We can now run our model using the cDMN solver. For example, this is one of the solutions found by the solver:

```
Number of models: 1
Model 1
=======
structure : V {
games_lost_of_Person = { Fischer->3; Karpov->2; Kasparov->5 }
games_won_of_Person = { Fischer->4; Karpov->1; Kasparov->5 }
result_of_Game_between_Person_and_Person = { 1,Fischer,Fischer->Loss; 1,Fischer,Karpov->Draw; 1,Fischer,Kasparov->Win; 1,Karpov,Fischer->Draw; 1,Karpov,Karpov->Draw; 1,Karpov,Kasparov->Draw; 1,Kasparov,Fischer->Loss; 1,Kasparov,Karpov->Draw; 1,Kasparov,Kasparov->Loss; 2,Fischer,Fischer->Win; 2,Fischer,Karpov->Draw; 2,Fischer,Kasparov->Win; 2,Karpov,Fischer->Draw; 2,Karpov,Karpov->Draw; 2,Karpov,Kasparov->Win; 2,Kasparov,Fischer->Loss; 2,Kasparov,Karpov->Loss; 2,Kasparov,Kasparov->Loss; 3,Fischer,Fischer->Loss; 3,Fischer,Karpov->Draw; 3,Fischer,Kasparov->Loss; 3,Karpov,Fischer->Draw; 3,Karpov,Karpov->Loss; 3,Karpov,Kasparov->Loss; 3,Kasparov,Fischer->Win; 3,Kasparov,Karpov->Win; 3,Kasparov,Kasparov->Win; 4,Fischer,Fischer->Loss; 4,Fischer,Karpov->Draw; 4,Fischer,Kasparov->Loss; 4,Karpov,Fischer->Draw; 4,Karpov,Karpov->Win; 4,Karpov,Kasparov->Draw; 4,Kasparov,Fischer->Win; 4,Kasparov,Karpov->Draw; 4,Kasparov,Kasparov->Draw; 5,Fischer,Fischer->Win; 5,Fischer,Karpov->Draw; 5,Fischer,Kasparov->Loss; 5,Karpov,Fischer->Draw; 5,Karpov,Karpov->Win; 5,Karpov,Kasparov->Draw; 5,Kasparov,Fischer->Win; 5,Kasparov,Karpov->Draw; 5,Kasparov,Kasparov->Draw; 6,Fischer,Fischer->Win; 6,Fischer,Karpov->Draw; 6,Fischer,Kasparov->Win; 6,Karpov,Fischer->Draw; 6,Karpov,Karpov->Loss; 6,Karpov,Kasparov->Draw; 6,Kasparov,Fischer->Loss; 6,Kasparov,Karpov->Draw; 6,Kasparov,Kasparov->Draw; 7,Fischer,Fischer->Win; 7,Fischer,Karpov->Draw; 7,Fischer,Kasparov->Win; 7,Karpov,Fischer->Draw; 7,Karpov,Karpov->Loss; 7,Karpov,Kasparov->Loss; 7,Kasparov,Fischer->Loss; 7,Kasparov,Karpov->Win; 7,Kasparov,Kasparov->Draw }
score_of_Person = { Fischer->15; Karpov->13; Kasparov->14 }
}
Elapsed Time:
6.214157
```

And there is our answer to question one and two.

It is really possible

The final score is Fischer: 15, Karpov: 13 and Kasparov: 14.

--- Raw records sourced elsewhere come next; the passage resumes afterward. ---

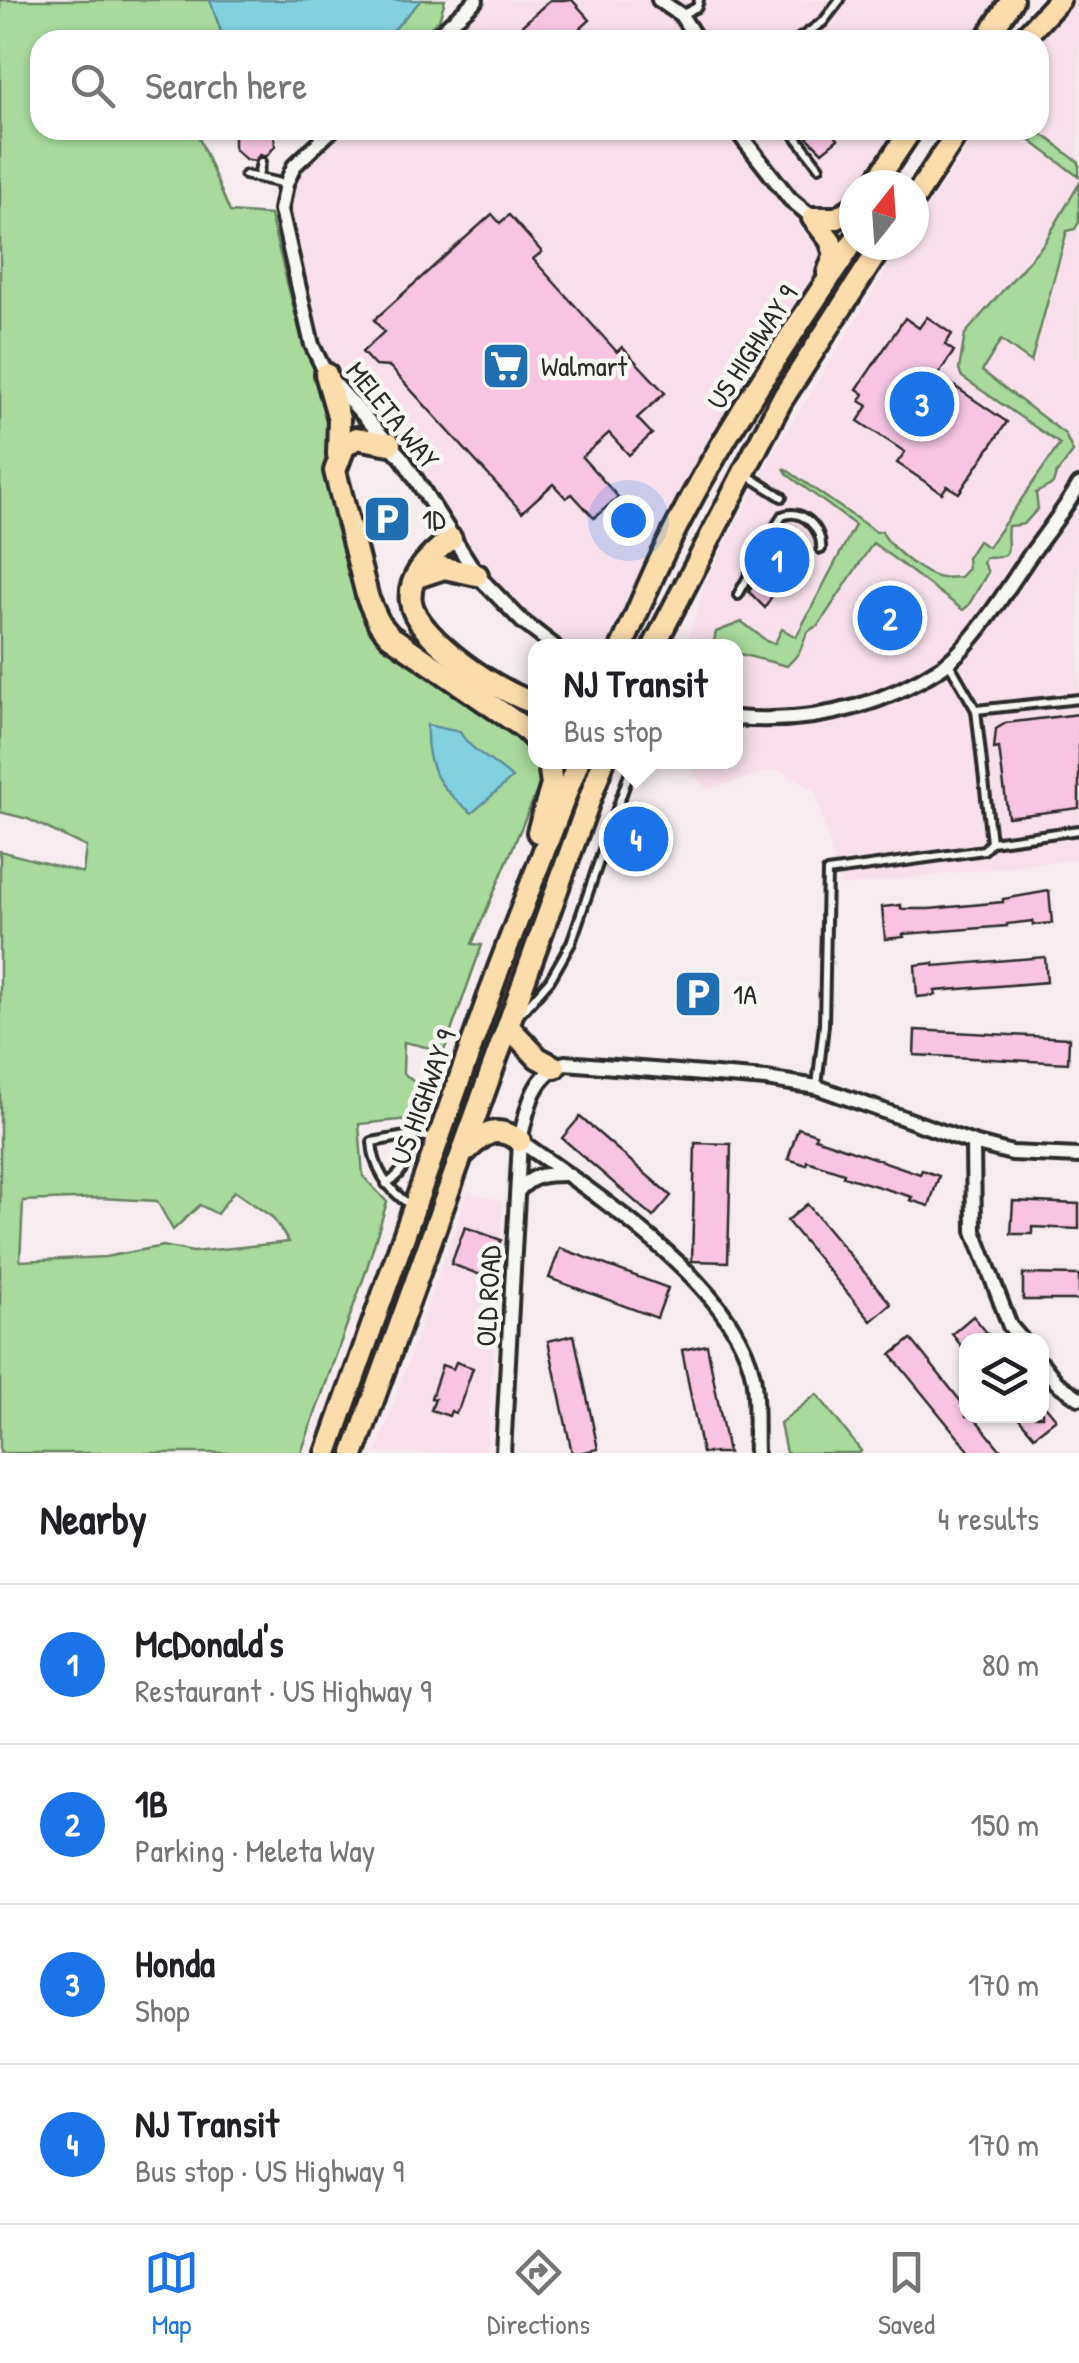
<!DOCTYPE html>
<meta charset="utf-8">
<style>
:root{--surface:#fff;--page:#f6f6f6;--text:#202124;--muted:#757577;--line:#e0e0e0;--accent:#1a73e8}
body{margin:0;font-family:"Patrick Hand",sans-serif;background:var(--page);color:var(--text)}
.controls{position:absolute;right:30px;bottom:30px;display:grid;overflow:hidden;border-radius:20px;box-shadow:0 2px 8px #0004}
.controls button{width:90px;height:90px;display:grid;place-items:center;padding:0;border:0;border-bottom:2px solid var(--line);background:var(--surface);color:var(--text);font:50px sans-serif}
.compass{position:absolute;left:839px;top:170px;width:90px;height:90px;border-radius:50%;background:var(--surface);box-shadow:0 2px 8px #0004;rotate:17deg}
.you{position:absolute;left:628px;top:520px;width:35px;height:35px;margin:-25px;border:8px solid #fff;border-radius:50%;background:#1a73e8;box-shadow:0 0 0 15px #1a73e833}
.badge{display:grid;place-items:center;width:65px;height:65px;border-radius:50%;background:var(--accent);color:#fff;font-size:32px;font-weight:700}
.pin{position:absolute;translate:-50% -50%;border:5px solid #fff;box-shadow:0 2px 10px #0006}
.popup{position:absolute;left:528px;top:639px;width:215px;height:130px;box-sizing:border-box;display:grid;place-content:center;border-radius:20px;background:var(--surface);filter:drop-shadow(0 2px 8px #0005);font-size:32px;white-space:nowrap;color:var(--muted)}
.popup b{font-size:38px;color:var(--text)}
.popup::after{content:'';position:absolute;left:50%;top:100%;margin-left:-20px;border:20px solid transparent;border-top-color:var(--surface)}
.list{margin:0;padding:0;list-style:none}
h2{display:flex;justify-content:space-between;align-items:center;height:130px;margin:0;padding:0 40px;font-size:42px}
h2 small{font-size:32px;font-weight:400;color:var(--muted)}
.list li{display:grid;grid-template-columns:65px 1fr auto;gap:30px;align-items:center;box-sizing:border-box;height:160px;padding:0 40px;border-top:2px solid var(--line)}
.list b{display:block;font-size:38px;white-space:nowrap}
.list p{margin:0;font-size:32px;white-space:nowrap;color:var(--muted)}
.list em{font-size:32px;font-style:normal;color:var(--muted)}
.icon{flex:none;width:55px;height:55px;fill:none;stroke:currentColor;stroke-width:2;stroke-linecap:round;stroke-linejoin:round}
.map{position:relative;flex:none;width:1079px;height:1453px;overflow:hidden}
.search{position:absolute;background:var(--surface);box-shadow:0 2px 8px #0004;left:30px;right:30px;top:30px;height:110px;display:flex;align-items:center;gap:25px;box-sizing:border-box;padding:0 35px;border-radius:30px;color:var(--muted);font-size:38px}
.sheet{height:770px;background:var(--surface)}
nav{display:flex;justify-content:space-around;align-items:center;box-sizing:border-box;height:140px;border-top:2px solid var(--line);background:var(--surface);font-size:28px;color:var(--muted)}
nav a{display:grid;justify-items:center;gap:5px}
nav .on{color:var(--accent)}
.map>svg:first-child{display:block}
</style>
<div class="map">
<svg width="1079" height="1453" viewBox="0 0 1079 1453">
<rect width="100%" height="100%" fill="#f6ecef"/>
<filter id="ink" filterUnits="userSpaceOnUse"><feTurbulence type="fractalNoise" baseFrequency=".01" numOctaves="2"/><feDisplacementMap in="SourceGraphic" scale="20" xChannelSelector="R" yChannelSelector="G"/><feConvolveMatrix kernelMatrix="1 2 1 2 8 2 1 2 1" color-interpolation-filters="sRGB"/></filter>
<g filter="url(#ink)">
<g fill="#f7e0eb">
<polygon points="476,0 1012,0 986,40 432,40"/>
<polygon points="1067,0 1079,0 1079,859 841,886 815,791 778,769 706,789 686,762 736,762 736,646 685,646 706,581 773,453 902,245 914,245 914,228 979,130 1039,130 1039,41"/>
<polygon points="332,130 927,130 891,185 854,185 854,241 729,434 622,646 554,646 477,575 403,459 326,374 290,256 286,184"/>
<polygon points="468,1191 503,1202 486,1453 376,1453"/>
</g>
<g fill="#a7da9b" stroke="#698263" stroke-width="2.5" fill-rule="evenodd">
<path d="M0,0H210L224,40H40V130H200L199,138L230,212L270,215L302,341L336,420L330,498L368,623L524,737L542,779L472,944L482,945L444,1051L404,1042L403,1073L429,1093L419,1118L359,1124L363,1176L387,1202L365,1274L301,1453H0V851L83,873L86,847L28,819L0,812ZM234,1191L272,1217L289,1242L193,1252L163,1246L105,1257L20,1261L23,1201L99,1198L157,1201L173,1230L200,1205L217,1214Z"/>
<polygon points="421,0 445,0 439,20 417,40 384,40"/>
<path d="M1016,130C1050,130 1053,146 1079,162V177Z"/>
<path d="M1079,184V222L1075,229L1067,231L1031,362L1001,340L982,371L1065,434L1073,452L1056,474L1053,484L1036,493L1038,509C1021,525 1031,524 1008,526C1005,548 1017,558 985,558L983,563L988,572L968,606L963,610L873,543L818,626C805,630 806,637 801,648C799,655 792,660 787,666L736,653V646H713L716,632L742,622L768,642L775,643L782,629L796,637L855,525L788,475L784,468L876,532L882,531C887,546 926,577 942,578C948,578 954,577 960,577L968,568L967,558L978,541L988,547L1060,444L962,377L959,370L965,334L1045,242Z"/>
<polygon points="817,1394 861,1451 860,1453 786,1453 780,1423"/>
</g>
<g fill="#83d1e0" stroke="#608f98" stroke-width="2.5">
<polygon points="210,0 421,0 384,40 224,40"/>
<path d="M427,725L460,732C470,751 496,762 512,778L472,813C439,788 425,768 427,725Z"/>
</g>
<g fill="#f8c4e2" stroke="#2b2b2b" stroke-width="2.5">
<polygon points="550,0 572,0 590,20 568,40 506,40"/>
<polygon points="234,130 274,130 275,146 266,157 260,155 254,161 245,159 234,149"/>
<polygon points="800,130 831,130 838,139 822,152"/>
<polygon points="492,214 500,223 509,215 542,252 533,259 617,352 622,347 665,393 637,418 652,434 629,455 609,433 582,457 618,497 594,518 572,494 566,498 553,484 522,512 390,367 375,366 362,352 384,332 374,320"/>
<polygon points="927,317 952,334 945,345 954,351 938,375 1007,422 959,493 947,486 942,493 897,463 905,452 858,421 868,406 860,401 864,394 857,389 905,318 919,328"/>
<polygon points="782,529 803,541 780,591 777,589 773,594 765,608 749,592"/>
<polygon points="1079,714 1079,808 1008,817 999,748 994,749 996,729 1006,723"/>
<polygon points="624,813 652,823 641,860 611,849"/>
<polygon points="1049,891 1052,923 1033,925 1033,921 1007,924 1007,926 903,934 904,937 885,939 882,907 901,905 901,909 929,909 1003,902 1003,899"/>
<polygon points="1045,957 1047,982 935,991 936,995 917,997 915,965 934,963 934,966"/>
<polygon points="915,1030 1069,1038 1068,1063 914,1055"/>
<polygon points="580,1117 671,1196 653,1217 562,1138"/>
<polygon points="798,1128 816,1134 815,1138 920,1174 922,1170 939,1176 929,1206 910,1200 912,1197 843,1176 844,1173 807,1161 806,1165 788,1159"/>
<polygon points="695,1143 731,1144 728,1262 692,1261"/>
<polygon points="1013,1201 1079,1204 1079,1229 1032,1227 1032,1234 1011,1234"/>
<polygon points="807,1204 891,1304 871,1321 787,1221"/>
<polygon points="465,1227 501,1240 486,1277 451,1264"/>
<polygon points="560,1248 668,1288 657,1318 549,1278"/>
<polygon points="1023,1274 1079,1275 1079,1300 1023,1300"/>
<polygon points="973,1316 993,1340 966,1340 966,1352 952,1334"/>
<polygon points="574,1335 598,1449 579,1453 572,1453 548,1341"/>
<polygon points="911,1339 966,1408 966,1416 973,1416 1003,1453 971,1453 891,1355"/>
<polygon points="707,1345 728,1453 702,1453 682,1350"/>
<polygon points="456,1362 473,1368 459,1408 455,1413 451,1411 449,1416 431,1410 435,1399 431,1398 442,1365 453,1369"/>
<polygon points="1042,1402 1056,1419 1034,1436 1017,1416 1042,1416"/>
</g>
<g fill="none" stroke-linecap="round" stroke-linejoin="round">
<g stroke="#2b2b2b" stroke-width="14">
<g id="service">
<polyline points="683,14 697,7 699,0"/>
<polyline points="797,40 823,22 840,0"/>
<polyline points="791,130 819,167"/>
<polyline points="245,175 286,184"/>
<polyline points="258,177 261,162"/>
<polyline points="747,475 782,497"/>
<path d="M738,595L782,516C802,507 823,529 821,549"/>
<polyline points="949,663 976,710"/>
<polyline points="991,842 1079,830"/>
<polyline points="520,1014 550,980 571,943 633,762"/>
<polyline points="817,1086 824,1025 827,872 984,850 991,842 976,710 1079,699"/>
<path d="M386,1184C406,1172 410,1157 408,1135"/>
<path d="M410,1205C387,1189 374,1169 372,1142L417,1134L435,1140"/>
</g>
</g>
<g stroke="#2b2b2b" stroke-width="20">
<g id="minor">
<polyline points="659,0 681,15 697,40"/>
<polyline points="432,40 476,0"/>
<polyline points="332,130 294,166 286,184 281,210 312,345 326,374 403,459 477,575 523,622 554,646"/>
<polyline points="736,130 790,199 813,218"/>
<path d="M736,718C810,724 877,709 940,668C973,647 1008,587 1031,554C1047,532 1065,509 1079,485"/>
<path d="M520,1141C592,1192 735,1285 753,1376C757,1400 755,1428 756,1453"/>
<polyline points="973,1143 974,1231 1010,1326 1022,1340"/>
<path d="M518,1191C532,1175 544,1174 564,1174"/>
<polyline points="1042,1364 1057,1383 1079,1398"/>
<path d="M503,1453L520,1141C527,1110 532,1075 565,1063L766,1079L817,1087L973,1143L1012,1153L1079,1156"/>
</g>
</g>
<g stroke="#2b2b2b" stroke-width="28">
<g id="trunk">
<polyline points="986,40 1012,0"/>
<polyline points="1022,40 1059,0"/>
<polyline points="874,185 911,130"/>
<polyline points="914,199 959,130"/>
<polyline points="813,218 830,240 835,254 828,273"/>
<polyline points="813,218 837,218 854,207"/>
<polyline points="326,374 339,419 338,455"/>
<polyline points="390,444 356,438 344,447 335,471 368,599 379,623 390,636 524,728 536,740"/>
<path d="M451,539C432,553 407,576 411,602C416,638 503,696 536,703"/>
<polyline points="417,577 444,568 477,575"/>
<path d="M622,646C637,614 650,580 666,548C718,440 788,340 854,241"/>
<polyline points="654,646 781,401 882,245"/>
<polyline points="538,832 552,785 549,762"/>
<polyline points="509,1027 538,1058 555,1067"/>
<path d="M466,1151C485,1133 496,1124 520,1141"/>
<polyline points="327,1453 499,968 578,762"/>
<polyline points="354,1453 603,762"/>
</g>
</g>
<use href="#service" stroke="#f6f6f2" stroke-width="6"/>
<use href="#minor" stroke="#f6f6f2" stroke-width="12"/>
<use href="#trunk" stroke="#fddcac" stroke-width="20"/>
</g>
</g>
<defs>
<g id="supermarket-square" transform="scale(2.5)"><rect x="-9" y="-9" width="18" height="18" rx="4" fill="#1f6fb2" stroke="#f6f6f2"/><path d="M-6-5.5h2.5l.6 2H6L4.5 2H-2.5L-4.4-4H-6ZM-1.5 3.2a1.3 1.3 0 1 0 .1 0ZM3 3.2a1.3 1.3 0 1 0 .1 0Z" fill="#fff"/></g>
<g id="parking-square" transform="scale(2.5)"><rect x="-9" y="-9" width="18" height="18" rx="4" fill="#1f6fb2" stroke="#f6f6f2"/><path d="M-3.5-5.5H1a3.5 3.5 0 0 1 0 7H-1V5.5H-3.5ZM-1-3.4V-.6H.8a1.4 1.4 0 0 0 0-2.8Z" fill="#fff"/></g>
</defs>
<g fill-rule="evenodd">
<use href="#supermarket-square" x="506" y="366"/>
<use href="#parking-square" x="387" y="519"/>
<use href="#parking-square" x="698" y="994"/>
</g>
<g text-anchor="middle" stroke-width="9" stroke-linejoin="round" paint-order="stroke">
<g font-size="28" fill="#2b2b2b" stroke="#f6f6f2">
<text transform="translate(752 347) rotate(-57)" y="10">US HIGHWAY 9</text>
<text transform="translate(393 415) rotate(51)" y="10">MELETA WAY</text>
<text transform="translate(423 1097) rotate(-70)" y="10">US HIGHWAY 9</text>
<text transform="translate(488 1296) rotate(-87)" y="10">OLD ROAD</text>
</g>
<g font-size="28" fill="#2b2b2b" stroke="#f6f6f2" text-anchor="start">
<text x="541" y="376">Walmart</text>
<text x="422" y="529">1D</text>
<text x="733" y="1004">1A</text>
</g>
</g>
</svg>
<div class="controls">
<button><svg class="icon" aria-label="layers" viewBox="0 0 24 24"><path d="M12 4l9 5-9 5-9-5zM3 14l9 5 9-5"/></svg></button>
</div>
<svg class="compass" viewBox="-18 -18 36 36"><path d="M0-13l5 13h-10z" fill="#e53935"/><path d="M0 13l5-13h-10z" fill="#757577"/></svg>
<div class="you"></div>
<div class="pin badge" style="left:777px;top:560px">1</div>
<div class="pin badge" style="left:890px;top:618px">2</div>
<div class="pin badge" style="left:922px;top:404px">3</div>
<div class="pin badge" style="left:636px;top:839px">4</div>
<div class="popup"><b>NJ Transit</b>Bus stop</div>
<div class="search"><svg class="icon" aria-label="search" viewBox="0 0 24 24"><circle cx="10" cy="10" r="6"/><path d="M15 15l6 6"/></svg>Search here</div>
</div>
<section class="sheet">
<h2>Nearby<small>4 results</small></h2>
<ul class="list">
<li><span class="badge">1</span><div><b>McDonald's</b><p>Restaurant · US Highway 9</p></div><em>80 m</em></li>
<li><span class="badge">2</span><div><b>1B</b><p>Parking · Meleta Way</p></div><em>150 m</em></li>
<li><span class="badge">3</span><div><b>Honda</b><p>Shop</p></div><em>170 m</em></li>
<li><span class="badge">4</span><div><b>NJ Transit</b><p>Bus stop · US Highway 9</p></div><em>170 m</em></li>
</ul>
</section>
<nav>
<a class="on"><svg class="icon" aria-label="map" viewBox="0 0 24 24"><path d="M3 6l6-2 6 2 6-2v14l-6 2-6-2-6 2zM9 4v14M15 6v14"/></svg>Map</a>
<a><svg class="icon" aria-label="directions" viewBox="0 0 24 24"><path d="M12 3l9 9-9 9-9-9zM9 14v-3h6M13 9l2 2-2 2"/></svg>Directions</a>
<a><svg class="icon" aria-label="saved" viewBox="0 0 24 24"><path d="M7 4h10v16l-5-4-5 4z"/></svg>Saved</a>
</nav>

The answer for the third question is a bit more difficult. Because the search space is rather big, the internal solver has difficulties finding all the solutions. Therefore, it is unable to conclude in reasonable time that there exist solutions in which there is a different result for the final scores.